Isolation of the breakpoint regions in D. buzzatii and in D. koepferae
For PCR amplification of the distal breakpoint in D. buzzatii (AC), primers A2 and C2, designed based on the D. mojavensis genome sequence, were combined and DNA of BAC clone 16F24 encompassing this breakpoint was used as template. The PCR product was cloned and sequenced (3,662-bp; GenBank accession number FJ534379).
The first attempt to amplify the proximal breakpoint in D. buzzatii (BD) by PCR was unsuccessful. Primers could not be anchored in conserved gene regions because the breakpoint falls in a relatively large intergenic region which is likely to be only partially conserved. Therefore, we amplified region B in D. koepferae with primers B1 and B2 designed in gene CG8394 of D. mojavensis and the 1,354-bp product was sequenced. Then, a new primer (B3) was designed in region B of D. koepferae. We expected this primer to work in D. buzzatii because D. buzzatii and D. koepferae are close relatives (see Fig. 1) and the probability of nucleotide changes in the primer sequence is lower. We combined this primer with a primer of region D of D. mojavensis (D2) to amplify the breakpoint BD in D. buzzatii. BAC clone 20J14 of D. buzzatii was used as template DNA for PCR amplification. The resulting PCR product was cloned and sequenced (4,831-bp; GenBank accession number FJ534380).
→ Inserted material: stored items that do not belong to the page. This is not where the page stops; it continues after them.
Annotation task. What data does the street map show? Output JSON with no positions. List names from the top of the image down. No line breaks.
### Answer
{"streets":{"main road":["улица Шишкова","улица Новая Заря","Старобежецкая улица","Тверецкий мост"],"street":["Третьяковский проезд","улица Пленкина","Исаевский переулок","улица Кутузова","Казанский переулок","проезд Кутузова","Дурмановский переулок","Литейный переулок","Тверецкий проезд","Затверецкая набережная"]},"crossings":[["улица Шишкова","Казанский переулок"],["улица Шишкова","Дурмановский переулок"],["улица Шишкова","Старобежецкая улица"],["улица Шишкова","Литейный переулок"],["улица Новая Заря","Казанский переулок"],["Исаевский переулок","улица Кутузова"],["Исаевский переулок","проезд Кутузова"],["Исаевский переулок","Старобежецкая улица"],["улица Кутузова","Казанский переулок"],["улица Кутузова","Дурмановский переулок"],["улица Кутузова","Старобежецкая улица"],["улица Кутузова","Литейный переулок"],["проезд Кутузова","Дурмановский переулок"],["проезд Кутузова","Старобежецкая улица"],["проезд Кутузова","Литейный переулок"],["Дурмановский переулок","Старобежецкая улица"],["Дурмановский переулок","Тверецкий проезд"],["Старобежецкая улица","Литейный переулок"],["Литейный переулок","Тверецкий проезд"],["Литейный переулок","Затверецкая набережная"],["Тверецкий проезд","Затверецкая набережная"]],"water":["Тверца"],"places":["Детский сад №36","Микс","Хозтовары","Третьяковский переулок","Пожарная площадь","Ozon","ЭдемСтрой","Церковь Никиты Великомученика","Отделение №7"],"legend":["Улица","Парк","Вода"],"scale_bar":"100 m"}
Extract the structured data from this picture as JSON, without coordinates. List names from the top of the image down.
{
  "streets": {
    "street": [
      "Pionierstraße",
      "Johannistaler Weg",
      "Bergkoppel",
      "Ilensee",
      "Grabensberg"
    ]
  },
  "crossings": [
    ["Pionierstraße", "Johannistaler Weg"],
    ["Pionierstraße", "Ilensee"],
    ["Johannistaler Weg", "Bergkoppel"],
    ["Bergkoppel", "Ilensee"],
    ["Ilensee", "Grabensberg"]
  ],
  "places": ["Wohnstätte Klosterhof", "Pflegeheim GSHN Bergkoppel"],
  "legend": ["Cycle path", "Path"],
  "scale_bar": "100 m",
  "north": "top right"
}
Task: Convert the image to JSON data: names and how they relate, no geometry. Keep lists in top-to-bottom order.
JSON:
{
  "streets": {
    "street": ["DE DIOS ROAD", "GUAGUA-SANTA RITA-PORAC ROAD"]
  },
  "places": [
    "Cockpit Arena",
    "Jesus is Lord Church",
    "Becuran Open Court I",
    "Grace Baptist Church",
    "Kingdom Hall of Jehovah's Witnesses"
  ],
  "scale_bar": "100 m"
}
We also successfully sequenced the breakpoint regions in D. koepferae. Breakpoint region AB was amplified with primer A1, designed in the D. mojavensis genome sequence, and primer B4 designed in region B of D. buzzatii. Genomic DNA of D. koepferae was used as template and the 2,267-bp product was sequenced. In order to assemble the AB region with the B region previously sequenced in this species, we designed one primer in the AB region, primer B5, and another one in the B region, primer B6. The 465-bp amplification product was sequenced and the three fragments were assembled to produce a 3,948-bp sequence (GenBank accession number FJ534377). Finally, we amplified the proximal breakpoint region in D. koepferae (CD). We first amplified a 2,386-bp segment using primers C1 and D1, both of them designed in the D. mojavensis genome sequence. We then used this sequence to design another primer, primer C3. Primer C3 was combined with primer C4 designed in region C of D. buzzatii to amplify a fragment of 499 bp. Both fragments were assembled to produce a 2,865-bp sequence (GenBank accession number FJ534378).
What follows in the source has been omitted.